Bul_od_bytu napisał/a:
@: Poj🤬ym uśmiechniętym nie wytłumaczysz, że pada deszcz nawet jak woda wlewa im się do ryja. Widzę po kategorycznym tonie eksperta, że to nawet potencjalny wyborca naleśnikarza.
Na kilkaset przypadków użycia broni przytaczasz przykład 3 żołnierzy, którzy złamali prawo. Jednocześnie fakt rzucania dzidą w ludzi pilnujących granicy uznajesz za normalne zachowanie spowodowane długim siedzeniem w lesie przez te biedne kobiery i dzieci.
Mam nadzieję, że doświadczysz losu aktywistki, która woziła brudasów z granicy, a potem któryś inżynier sprawdził jak bogate wnętrze miał jej synek.
Nie obsraj zbroi i nie zgłaszaj swoich urażonych uczuć.
Ja się do twojego poziomu nie zniżę, że ci będę czegoś życzył ty pseudo-patrioto z różańcem w dupie, bo twoje marne życie i tak jest mniej warte od życia jakiejś świni albo kury, więc możesz je kończyć w dowolnym momencie.
Po pierwsze odnosiłem się do gościa, który powiedział, że żołnierzom prawo zabrania strzelania, co jest bzdurą i tylko medialną nagonką prawaków i podałem przykład, w którym prawo jednak działa i robienie przez takich jak ty z tego burzy, że im rzekomo nie wolno to jest kłamstwo wyssane z palca i podaj mi przykład k🤬sie gdzie ja normalizuje atakowanie broniących granicy? żołnierz dostał dzidą, bo w strefie ujętej stanem wyjątkowym istnieje zagrożenie życia.
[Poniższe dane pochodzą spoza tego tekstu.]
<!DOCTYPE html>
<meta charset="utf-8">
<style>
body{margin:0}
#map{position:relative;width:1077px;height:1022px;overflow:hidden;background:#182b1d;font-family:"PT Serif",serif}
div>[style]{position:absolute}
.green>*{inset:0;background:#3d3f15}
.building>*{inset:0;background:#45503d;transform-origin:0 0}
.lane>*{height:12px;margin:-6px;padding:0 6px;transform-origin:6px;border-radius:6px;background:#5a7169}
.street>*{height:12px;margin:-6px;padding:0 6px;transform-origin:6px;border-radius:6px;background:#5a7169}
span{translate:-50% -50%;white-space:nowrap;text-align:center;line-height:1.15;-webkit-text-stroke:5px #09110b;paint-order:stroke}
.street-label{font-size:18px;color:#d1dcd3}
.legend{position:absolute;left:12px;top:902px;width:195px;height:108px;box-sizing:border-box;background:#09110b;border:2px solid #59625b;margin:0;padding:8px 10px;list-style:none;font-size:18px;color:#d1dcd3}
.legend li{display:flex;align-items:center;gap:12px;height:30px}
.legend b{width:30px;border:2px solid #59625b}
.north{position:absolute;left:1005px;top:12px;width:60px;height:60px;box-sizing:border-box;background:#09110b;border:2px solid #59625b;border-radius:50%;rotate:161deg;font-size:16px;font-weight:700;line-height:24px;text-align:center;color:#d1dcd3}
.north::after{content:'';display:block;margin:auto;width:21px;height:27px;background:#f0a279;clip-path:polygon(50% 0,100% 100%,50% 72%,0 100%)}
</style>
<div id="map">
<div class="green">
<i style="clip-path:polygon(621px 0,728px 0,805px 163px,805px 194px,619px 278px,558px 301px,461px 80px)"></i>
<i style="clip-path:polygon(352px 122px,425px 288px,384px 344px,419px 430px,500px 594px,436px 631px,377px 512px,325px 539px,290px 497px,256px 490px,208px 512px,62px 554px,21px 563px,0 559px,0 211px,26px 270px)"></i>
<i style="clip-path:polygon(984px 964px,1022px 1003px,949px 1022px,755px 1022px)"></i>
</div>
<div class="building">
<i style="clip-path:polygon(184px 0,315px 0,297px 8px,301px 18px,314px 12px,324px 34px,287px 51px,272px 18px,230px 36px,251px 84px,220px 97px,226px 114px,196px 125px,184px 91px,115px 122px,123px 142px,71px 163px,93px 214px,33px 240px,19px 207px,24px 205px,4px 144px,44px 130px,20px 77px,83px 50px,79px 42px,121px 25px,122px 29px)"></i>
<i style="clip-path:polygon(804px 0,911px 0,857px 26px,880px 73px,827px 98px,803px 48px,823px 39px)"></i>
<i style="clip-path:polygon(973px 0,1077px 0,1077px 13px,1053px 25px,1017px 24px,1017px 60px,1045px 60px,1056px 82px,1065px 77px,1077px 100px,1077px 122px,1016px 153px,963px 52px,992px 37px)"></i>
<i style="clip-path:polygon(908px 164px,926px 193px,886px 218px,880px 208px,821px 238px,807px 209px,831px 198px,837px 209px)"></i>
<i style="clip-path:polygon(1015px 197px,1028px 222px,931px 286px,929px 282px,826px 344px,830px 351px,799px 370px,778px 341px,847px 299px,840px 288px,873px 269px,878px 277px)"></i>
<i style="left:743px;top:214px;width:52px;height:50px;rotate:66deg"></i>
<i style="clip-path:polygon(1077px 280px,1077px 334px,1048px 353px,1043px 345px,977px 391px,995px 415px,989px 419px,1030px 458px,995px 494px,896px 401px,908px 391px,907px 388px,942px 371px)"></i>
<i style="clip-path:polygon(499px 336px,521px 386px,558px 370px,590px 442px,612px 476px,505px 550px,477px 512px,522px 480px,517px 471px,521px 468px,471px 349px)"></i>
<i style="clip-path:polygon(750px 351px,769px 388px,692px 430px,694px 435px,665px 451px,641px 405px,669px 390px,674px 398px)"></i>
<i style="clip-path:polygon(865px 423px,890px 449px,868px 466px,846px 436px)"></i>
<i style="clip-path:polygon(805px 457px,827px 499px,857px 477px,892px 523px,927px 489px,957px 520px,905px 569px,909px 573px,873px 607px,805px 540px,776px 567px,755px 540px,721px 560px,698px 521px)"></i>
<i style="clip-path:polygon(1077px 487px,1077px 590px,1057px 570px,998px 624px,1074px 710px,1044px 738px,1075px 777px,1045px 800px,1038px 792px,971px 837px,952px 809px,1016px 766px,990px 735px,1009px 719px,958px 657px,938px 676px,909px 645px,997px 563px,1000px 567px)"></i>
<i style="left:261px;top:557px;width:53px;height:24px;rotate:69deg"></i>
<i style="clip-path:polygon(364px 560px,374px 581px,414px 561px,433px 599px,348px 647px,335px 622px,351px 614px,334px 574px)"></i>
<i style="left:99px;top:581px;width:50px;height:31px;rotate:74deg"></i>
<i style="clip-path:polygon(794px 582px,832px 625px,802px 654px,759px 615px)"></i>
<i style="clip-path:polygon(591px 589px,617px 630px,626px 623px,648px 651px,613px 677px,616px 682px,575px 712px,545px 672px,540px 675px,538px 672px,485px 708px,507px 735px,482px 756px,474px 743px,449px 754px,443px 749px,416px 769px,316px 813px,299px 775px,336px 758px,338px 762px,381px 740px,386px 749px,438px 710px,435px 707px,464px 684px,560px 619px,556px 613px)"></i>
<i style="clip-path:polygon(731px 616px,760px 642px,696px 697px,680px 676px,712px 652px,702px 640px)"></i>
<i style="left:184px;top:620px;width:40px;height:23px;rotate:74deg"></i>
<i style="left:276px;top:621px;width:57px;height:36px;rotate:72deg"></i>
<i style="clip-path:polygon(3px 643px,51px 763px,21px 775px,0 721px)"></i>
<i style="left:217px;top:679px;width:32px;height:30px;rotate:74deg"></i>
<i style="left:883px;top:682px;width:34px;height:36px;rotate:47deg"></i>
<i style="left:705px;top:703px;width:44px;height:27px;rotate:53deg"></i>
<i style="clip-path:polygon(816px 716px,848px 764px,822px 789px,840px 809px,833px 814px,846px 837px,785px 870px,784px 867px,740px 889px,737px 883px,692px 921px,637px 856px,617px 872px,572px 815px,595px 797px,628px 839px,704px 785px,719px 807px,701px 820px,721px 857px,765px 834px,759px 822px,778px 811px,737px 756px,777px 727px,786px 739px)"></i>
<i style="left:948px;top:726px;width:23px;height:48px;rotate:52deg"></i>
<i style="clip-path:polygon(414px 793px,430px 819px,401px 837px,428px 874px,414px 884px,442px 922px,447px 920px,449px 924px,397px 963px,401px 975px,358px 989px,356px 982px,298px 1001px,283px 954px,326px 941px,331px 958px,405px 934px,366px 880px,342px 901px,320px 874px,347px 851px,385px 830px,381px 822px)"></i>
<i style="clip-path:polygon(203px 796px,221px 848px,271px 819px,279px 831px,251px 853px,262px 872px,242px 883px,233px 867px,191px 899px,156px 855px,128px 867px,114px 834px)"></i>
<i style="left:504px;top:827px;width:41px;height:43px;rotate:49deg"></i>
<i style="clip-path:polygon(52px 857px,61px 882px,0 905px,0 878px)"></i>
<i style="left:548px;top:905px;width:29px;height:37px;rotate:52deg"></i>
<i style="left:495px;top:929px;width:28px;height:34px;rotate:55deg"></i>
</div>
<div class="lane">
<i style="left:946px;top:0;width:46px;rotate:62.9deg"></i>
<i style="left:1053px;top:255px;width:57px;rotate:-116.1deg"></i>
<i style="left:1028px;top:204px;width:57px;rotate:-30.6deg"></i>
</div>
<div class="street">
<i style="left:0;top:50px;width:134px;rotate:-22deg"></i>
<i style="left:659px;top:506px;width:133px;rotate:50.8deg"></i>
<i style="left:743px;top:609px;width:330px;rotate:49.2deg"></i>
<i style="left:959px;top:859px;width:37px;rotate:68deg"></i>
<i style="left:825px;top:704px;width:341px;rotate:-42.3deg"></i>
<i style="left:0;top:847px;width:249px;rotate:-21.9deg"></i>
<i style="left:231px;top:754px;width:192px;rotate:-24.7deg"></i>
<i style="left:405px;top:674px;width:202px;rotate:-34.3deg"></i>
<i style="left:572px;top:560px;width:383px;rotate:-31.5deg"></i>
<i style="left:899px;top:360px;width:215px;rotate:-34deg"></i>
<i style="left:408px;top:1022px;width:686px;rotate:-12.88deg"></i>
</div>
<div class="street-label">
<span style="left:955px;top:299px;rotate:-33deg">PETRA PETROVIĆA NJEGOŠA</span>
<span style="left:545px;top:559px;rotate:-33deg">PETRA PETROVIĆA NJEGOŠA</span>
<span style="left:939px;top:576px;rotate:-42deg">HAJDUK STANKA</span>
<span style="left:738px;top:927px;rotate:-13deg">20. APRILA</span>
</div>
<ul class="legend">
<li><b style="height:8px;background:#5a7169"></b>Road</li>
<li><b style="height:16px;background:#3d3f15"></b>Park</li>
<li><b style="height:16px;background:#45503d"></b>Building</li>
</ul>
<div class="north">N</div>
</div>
A tam wtedy zabrakło wszystkiego. No idź tam kretynie i się odwróć tyłem bez broni do ciapaków drących japy. Kamizelka kevlarowa w takich miejscach jest obowiązkowa podkreślam.
Tamtemu próbowałem wytłumaczyć, brudasy dostają gazem, gumowymi kulami albo lecą strzały w powietrze, a tobie głąbie już nie wiem co trzeba tłumaczyć, bo c🤬j wie o co ci chodzi.
Gdyby prawo nie działało, to żołdak co wyp🤬olił 3 magazynki po pijaku w samochód z cywilami uniknał by kary. Może to ktoś z twojej wioski był?